- TASK ITEM:
Begin with the opening line of the records and extract each line through the one holding "position:absolute; left:21px; top:2029px;"; pictures are not part of the copy.

DATA EXTRACT Start Marker

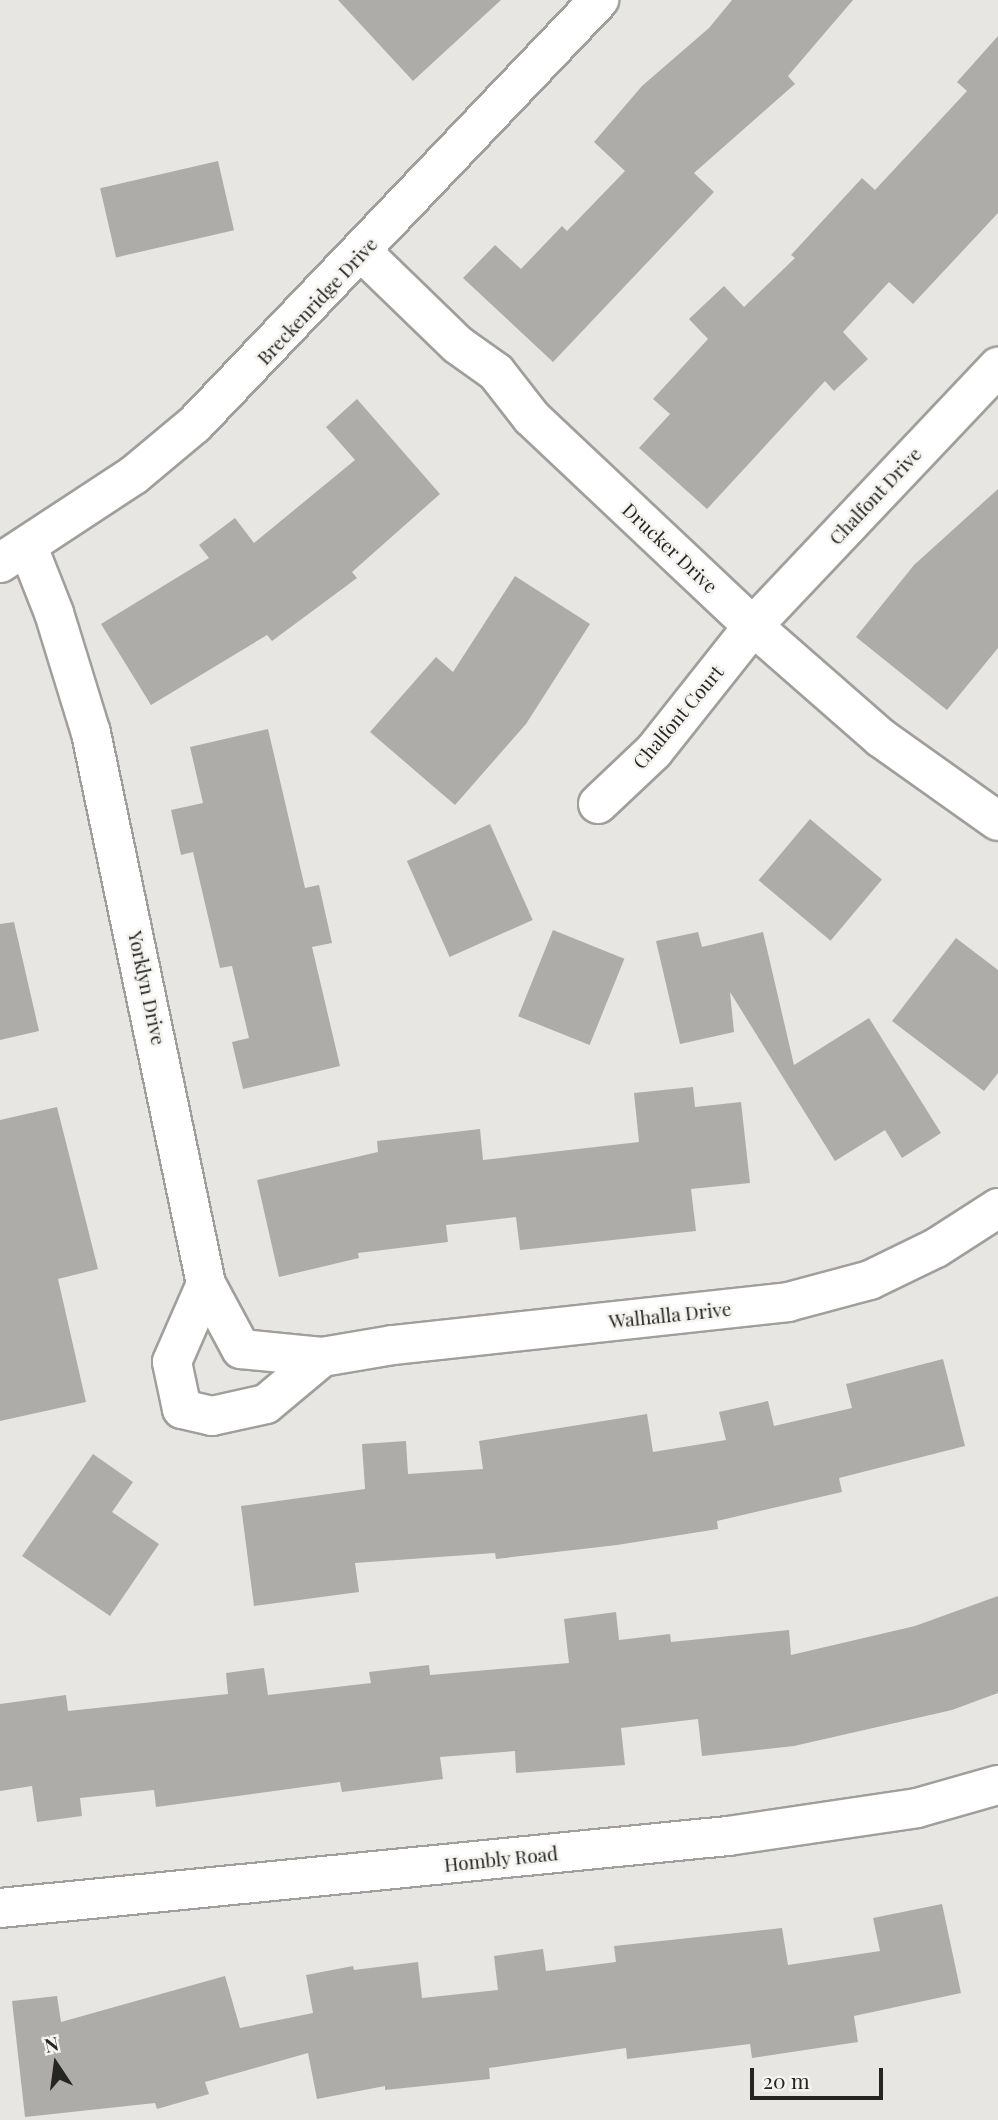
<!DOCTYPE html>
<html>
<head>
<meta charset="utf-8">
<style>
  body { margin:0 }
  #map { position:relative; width:998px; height:2120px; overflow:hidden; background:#e8e6e2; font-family:"Playfair Display",serif }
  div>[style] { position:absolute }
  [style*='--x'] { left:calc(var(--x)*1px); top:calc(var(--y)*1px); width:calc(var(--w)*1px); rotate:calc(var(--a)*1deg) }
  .building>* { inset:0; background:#aeaca8; transform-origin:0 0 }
  .roads { filter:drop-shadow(2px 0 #a19f9b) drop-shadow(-2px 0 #a19f9b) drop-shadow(0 2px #a19f9b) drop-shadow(0 -2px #a19f9b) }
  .minor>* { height:38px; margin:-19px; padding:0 19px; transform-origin:19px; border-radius:19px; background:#fff }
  span { translate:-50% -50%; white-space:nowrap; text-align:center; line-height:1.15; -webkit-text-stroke:5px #f5f3ef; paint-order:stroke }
  .street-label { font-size:19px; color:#252523 }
  .north { position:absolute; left:21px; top:2029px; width:70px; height:70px; -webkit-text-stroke:5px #f5f3ef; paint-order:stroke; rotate:347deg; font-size:19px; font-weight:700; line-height:28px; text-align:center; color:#252523 }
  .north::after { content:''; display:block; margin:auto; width:24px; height:32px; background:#252523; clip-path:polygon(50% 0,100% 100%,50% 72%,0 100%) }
  .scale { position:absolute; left:750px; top:2068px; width:133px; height:32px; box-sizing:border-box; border:4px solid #252523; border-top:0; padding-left:9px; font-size:21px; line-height:24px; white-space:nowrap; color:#252523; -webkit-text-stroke:5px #f5f3ef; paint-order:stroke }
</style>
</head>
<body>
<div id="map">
  <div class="building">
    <i style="clip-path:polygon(338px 0,501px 0,413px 81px)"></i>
    <i style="clip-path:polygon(732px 0,853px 0,788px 76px,795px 84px,694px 173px,714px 192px,553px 362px,463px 278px,495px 245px,521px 269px,562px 226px,567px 231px,625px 171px,594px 142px,642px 86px,709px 28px)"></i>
    <i style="clip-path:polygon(998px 36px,998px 213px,913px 304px,889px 282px,843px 332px,868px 359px,834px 391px,825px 381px,707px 509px,639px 448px,670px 414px,653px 399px,708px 339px,689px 319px,724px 286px,744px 307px,795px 258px,791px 255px,862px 178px,875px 190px,967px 91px,957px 82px)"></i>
    <i style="left:218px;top:161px;width:71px;height:121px;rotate:77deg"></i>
    <i style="clip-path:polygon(357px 399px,440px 494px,352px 572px,357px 578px,272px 641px,267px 635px,151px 705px,101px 624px,209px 558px,199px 545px,235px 518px,254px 543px,355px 460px,326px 427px)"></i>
    <i style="clip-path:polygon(998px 489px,998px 648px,947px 710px,856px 637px,914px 565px)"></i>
    <i style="clip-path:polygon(515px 576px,590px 624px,526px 724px,455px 805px,370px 732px,436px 657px,453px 672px)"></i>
    <i style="clip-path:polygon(268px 729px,305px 888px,319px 885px,332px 943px,312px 947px,340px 1066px,243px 1089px,232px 1042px,249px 1038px,232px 966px,220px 968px,193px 852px,181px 855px,171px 810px,203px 803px,190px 747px)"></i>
    <i style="left:810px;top:819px;width:94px;height:80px;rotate:40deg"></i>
    <i style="left:490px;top:824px;width:105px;height:91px;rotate:66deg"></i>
    <i style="clip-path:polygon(14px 922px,39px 1031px,0 1040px,0 924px)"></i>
    <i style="left:553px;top:930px;width:77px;height:93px;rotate:22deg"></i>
    <i style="clip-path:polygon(698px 932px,702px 947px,763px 932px,794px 1065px,869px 1018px,941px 1133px,902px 1158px,885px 1130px,835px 1161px,730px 992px,734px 1032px,680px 1044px,656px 941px)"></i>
    <i style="clip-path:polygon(956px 938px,998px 970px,998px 1073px,984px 1091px,892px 1021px)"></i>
    <i style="clip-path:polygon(693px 1087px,695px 1107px,741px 1102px,750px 1183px,691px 1189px,696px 1231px,520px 1250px,516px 1217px,446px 1225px,448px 1242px,358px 1253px,359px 1258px,279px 1277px,257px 1180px,378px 1152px,377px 1141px,480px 1129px,483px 1160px,639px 1142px,634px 1093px)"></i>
    <i style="clip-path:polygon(57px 1107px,98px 1269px,58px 1279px,86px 1402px,0 1421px,0 1120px)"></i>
    <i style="clip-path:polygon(943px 1359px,965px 1446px,839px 1478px,842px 1492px,717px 1521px,718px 1529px,617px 1545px,496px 1559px,495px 1553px,355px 1563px,359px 1592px,254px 1606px,241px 1506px,365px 1489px,362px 1444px,406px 1441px,408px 1474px,483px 1469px,479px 1441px,647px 1414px,653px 1452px,726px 1440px,719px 1412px,768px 1401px,774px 1426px,852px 1408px,846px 1384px)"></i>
    <i style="clip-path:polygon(93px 1454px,133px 1482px,112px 1512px,159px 1544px,110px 1616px,22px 1556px)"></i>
    <i style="clip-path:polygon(998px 1596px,998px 1693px,952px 1710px,794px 1746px,702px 1756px,698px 1719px,621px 1728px,625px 1765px,516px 1773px,515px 1751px,440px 1757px,443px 1779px,342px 1792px,340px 1782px,156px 1807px,154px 1790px,80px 1798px,82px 1816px,37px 1822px,32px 1786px,0 1791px,0 1704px,66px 1695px,68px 1711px,228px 1694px,226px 1673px,264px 1668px,268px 1695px,371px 1683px,369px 1672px,429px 1665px,430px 1675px,569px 1663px,564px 1619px,616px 1612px,619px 1640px,670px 1634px,671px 1642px,789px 1630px,791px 1655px,915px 1626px)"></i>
    <i style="clip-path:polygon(942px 1904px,961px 1993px,854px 2016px,858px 2042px,752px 2058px,750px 2044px,627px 2059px,626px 2048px,489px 2068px,490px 2079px,385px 2090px,385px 2086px,317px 2099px,308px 2053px,205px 2082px,209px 2094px,157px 2109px,155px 2103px,25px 2117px,12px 2001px,57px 1996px,61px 2022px,225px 1976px,240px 2028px,313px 2013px,306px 1975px,353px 1966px,354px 1970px,418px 1962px,422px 1998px,498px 1990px,494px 1956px,543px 1949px,546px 1971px,616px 1962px,614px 1946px,782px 1928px,788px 1965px,880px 1951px,873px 1918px)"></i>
  </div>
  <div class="roads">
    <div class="minor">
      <i style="--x:363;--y:253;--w:132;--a:44.1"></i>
      <i style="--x:458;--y:345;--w:47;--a:35.4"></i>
      <i style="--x:496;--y:372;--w:58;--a:52"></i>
      <i style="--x:532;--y:418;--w:303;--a:43.3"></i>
      <i style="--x:753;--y:626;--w:170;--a:41.2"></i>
      <i style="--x:881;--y:738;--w:143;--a:35.4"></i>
      <i style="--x:28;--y:547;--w:71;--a:68.5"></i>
      <i style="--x:54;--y:613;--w:126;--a:72.9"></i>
      <i style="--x:91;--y:733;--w:563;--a:78.21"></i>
      <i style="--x:206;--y:1284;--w:74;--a:61.7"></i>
      <i style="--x:241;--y:1349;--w:81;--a:5.6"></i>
      <i style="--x:322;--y:1357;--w:72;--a:-9.6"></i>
      <i style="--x:393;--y:1345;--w:397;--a:-6.2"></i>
      <i style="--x:788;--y:1302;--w:85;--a:-15"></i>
      <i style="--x:870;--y:1280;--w:73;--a:-25.9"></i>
      <i style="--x:936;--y:1248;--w:74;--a:-32.8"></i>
      <i style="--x:0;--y:563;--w:160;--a:-33.3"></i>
      <i style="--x:134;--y:475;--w:80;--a:-39.9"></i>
      <i style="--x:195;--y:424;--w:586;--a:-46.38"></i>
      <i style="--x:598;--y:804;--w:77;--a:-43.4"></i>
      <i style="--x:654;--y:751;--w:159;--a:-51.6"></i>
      <i style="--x:753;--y:626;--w:357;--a:-46.6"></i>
      <i style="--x:206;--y:1284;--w:85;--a:113.6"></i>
      <i style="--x:172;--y:1362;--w:48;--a:78"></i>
      <i style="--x:182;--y:1409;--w:31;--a:13"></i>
      <i style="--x:212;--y:1416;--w:55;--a:-12.5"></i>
      <i style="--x:266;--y:1404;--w:73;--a:-40"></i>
      <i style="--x:0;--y:1908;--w:732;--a:-5.65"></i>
      <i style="--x:728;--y:1836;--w:191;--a:-8.4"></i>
      <i style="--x:917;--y:1808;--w:84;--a:-15.9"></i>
    </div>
  </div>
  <div class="street-label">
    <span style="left:317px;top:301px;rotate:-47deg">Breckenridge Drive</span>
    <span style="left:875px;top:496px;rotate:-47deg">Chalfont Drive</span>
    <span style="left:670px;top:548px;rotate:43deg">Drucker Drive</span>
    <span style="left:678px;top:717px;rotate:-50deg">Chalfont Court</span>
    <span style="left:147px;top:988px;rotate:78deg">Yorklyn Drive</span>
    <span style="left:670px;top:1315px;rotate:-6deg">Walhalla Drive</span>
    <span style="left:501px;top:1859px;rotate:-6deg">Hombly Road</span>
  </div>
  <div class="north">N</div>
  <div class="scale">20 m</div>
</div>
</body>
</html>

DATA EXTRACT End Marker

- RESPONSE TO THE EXERCISE:
<!DOCTYPE html>
<html>
<head>
<meta charset="utf-8">
<style>
  body { margin:0 }
  #map { position:relative; width:998px; height:2120px; overflow:hidden; background:#e8e6e2; font-family:"Playfair Display",serif }
  div>[style] { position:absolute }
  [style*='--x'] { left:calc(var(--x)*1px); top:calc(var(--y)*1px); width:calc(var(--w)*1px); rotate:calc(var(--a)*1deg) }
  .building>* { inset:0; background:#aeaca8; transform-origin:0 0 }
  .roads { filter:drop-shadow(2px 0 #a19f9b) drop-shadow(-2px 0 #a19f9b) drop-shadow(0 2px #a19f9b) drop-shadow(0 -2px #a19f9b) }
  .minor>* { height:38px; margin:-19px; padding:0 19px; transform-origin:19px; border-radius:19px; background:#fff }
  span { translate:-50% -50%; white-space:nowrap; text-align:center; line-height:1.15; -webkit-text-stroke:5px #f5f3ef; paint-order:stroke }
  .street-label { font-size:19px; color:#252523 }
  .north { position:absolute; left:21px; top:2029px; width:70px; height:70px; -webkit-text-stroke:5px #f5f3ef; paint-order:stroke; rotate:347deg; font-size:19px; font-weight:700; line-height:28px; text-align:center; color:#252523 }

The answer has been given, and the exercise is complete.